Article: Bridget Hausler ’23 | Stock Photography
A way to celebrate diversity within our community is to appreciate the great religious festivals in April that bring groups of various faiths together to observe their shared beliefs and values. These religious celebrations give members of our community an opportunity to preserve their religious customs. You may not be aware that Suffield Academy was founded in 1833 to train young men for ministry in the Baptist church. Today, Suffield Academy is a multi-denominational school with a Christian Fellowship Club, a Jewish Organization of Students (JOS), and students faithful to Buddhism, Christianity, Hinduism, Islam, and Judaism. The following is a list of some April religious festivals.
Easter (April 9)
Easter is the Christian holiday that observes the belief in the resurrection of Jesus Christ three days after his crucifixion. By rising from his grave, Christ conquered death and redeemed us from sin. Easter is joyful conclusion to the Lenten season, a 40-day period of prayer and sacrifice.
Passover (April 5 – April 13)
Passover is the Jewish holiday that commemorates the exodus of the Israelites from slavery in ancient Egypt. One of the most important Passover rituals is removing leavened food products before the holiday begins and abstaining from them throughout its duration. The biblical narrative for unleavened bread, called matzah, is that the Israelites left Egypt hastily and could not wait for their bread dough to rise.

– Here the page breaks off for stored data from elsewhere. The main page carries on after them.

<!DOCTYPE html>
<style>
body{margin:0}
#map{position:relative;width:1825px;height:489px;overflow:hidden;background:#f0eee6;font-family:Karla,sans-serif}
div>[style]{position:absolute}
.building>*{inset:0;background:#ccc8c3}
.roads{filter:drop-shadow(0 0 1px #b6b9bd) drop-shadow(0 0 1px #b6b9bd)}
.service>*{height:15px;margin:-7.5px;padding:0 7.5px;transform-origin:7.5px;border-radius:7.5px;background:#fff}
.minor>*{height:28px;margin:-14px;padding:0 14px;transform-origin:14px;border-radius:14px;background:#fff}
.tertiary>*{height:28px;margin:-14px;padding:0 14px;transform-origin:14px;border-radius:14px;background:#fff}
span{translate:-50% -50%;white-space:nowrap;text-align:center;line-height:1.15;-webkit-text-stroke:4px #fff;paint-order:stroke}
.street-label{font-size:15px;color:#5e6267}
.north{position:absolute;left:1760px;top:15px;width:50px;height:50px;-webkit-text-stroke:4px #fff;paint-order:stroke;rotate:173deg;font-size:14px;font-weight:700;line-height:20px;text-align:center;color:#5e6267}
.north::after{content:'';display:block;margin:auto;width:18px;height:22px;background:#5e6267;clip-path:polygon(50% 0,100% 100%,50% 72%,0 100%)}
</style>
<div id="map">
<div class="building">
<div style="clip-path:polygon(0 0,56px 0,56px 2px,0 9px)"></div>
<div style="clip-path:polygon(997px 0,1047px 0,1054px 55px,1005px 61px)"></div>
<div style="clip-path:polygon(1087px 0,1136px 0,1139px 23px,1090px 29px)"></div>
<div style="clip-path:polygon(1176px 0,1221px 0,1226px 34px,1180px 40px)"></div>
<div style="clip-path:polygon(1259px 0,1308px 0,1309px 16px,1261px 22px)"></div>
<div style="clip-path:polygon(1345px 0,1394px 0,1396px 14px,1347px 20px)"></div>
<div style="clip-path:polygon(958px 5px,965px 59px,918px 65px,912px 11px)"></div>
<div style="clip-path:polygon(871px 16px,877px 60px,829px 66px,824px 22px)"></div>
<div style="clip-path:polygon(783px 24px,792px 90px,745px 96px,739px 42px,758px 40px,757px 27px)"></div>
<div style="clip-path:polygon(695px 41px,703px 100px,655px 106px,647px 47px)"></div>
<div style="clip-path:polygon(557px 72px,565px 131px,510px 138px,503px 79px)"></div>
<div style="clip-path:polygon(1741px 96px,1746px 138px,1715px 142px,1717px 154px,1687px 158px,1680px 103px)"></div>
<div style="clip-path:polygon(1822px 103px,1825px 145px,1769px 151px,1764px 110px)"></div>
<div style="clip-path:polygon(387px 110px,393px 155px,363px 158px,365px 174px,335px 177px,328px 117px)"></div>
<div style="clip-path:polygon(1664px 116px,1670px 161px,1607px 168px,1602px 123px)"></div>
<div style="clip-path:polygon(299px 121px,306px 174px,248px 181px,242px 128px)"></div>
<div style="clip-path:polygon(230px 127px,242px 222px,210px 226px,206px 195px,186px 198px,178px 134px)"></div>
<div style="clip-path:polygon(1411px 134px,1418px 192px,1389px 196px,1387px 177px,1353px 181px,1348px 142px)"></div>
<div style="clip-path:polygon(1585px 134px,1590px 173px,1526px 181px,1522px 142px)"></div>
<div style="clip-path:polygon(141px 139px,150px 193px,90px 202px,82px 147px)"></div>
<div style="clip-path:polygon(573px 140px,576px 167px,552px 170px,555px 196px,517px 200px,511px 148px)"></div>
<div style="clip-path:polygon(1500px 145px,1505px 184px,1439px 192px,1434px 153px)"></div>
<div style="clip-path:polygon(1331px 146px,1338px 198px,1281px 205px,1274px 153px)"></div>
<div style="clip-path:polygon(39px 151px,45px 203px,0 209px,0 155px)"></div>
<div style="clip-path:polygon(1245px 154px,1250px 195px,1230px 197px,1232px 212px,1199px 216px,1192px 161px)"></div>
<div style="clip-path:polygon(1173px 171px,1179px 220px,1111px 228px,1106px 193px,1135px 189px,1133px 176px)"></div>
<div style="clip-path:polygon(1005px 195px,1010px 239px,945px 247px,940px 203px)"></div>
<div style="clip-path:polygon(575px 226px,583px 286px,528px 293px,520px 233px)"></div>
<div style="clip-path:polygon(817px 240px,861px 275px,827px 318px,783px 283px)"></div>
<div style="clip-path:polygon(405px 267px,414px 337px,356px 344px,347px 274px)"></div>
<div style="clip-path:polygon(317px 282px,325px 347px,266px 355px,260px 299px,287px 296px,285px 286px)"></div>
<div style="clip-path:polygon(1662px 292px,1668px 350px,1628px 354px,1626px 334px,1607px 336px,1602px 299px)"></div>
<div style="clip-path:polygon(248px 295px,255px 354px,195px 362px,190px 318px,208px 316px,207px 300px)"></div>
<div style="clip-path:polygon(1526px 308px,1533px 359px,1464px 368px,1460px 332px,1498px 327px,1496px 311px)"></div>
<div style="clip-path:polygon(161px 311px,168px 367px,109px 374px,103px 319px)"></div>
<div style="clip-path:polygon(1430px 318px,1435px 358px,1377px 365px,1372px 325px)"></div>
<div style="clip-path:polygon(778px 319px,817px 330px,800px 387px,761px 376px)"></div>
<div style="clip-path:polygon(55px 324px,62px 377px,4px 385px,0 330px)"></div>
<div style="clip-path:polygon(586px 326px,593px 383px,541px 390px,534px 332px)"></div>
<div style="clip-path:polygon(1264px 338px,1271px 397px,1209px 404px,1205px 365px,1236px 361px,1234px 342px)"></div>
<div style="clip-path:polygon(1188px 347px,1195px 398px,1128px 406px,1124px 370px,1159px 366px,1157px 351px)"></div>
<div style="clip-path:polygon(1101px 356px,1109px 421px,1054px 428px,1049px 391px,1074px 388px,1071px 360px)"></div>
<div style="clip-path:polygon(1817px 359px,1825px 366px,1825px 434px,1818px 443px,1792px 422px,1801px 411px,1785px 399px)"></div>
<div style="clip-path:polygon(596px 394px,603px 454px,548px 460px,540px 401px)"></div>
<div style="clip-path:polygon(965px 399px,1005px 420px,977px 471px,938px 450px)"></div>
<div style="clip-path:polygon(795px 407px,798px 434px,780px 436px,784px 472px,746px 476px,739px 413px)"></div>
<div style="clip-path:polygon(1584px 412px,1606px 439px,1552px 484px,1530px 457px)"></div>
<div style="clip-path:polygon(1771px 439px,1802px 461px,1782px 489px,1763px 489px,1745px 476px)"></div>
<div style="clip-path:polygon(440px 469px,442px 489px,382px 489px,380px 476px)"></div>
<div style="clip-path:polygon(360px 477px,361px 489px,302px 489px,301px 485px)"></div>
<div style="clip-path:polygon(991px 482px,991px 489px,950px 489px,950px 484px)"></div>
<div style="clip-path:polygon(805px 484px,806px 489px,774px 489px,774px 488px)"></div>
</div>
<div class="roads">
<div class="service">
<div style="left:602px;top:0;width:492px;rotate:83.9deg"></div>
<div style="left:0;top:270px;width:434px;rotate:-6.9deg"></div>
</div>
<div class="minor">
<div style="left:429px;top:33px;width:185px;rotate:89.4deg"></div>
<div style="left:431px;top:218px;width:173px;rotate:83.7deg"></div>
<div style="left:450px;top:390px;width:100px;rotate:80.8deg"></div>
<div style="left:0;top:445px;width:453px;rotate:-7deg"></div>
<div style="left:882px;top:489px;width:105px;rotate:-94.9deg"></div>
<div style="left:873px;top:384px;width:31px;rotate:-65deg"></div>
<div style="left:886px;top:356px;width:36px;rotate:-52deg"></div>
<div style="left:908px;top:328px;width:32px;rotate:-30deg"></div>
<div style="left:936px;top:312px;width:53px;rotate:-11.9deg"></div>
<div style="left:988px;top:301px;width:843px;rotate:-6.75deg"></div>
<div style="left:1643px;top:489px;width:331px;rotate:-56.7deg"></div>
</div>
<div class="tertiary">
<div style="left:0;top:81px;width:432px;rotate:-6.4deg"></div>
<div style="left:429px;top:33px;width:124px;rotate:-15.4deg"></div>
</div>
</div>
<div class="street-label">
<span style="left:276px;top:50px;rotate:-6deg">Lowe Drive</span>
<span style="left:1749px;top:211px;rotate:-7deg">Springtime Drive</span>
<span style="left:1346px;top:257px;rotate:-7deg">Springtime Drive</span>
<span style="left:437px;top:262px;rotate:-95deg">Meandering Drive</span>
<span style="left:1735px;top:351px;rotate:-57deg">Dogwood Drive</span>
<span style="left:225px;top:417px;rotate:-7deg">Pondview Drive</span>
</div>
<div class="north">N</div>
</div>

Ramadan (March 22 – April 21)
Ramadan marks the ninth month of the Islamic calendar and is observed by Muslims commemorating the revelation of the Quran of this time as a month of fasting, prayer, reflection, and community. Muslims do not eat nor drink from dawn to sunset during the month. The Quran states that fasting was prescribed for believers so that they may be more conscious of God and practice self-control. Many Muslims maintain that fasting fosters feelings of empathy towards those living in poverty.
Vaisakhi (April 14)
Vaisakhi is the traditional harvest festival celebrated by Sikhs and first observed in the Punjab region of India. It commemorates the inauguration of the Khalsa in 1699, a term used for Sikhs who have been baptized. Vaisakhi is the day when Hindus believe River Goddess Ganga descended on earth from heaven and marks the Hindu solar New Year.
At Suffield, we are fortunate to have a diverse group of students and teachers from many different cultures, backgrounds, and religions. All of us can benefit from learning more about different religious festivals and respecting each other’s religious values and customs.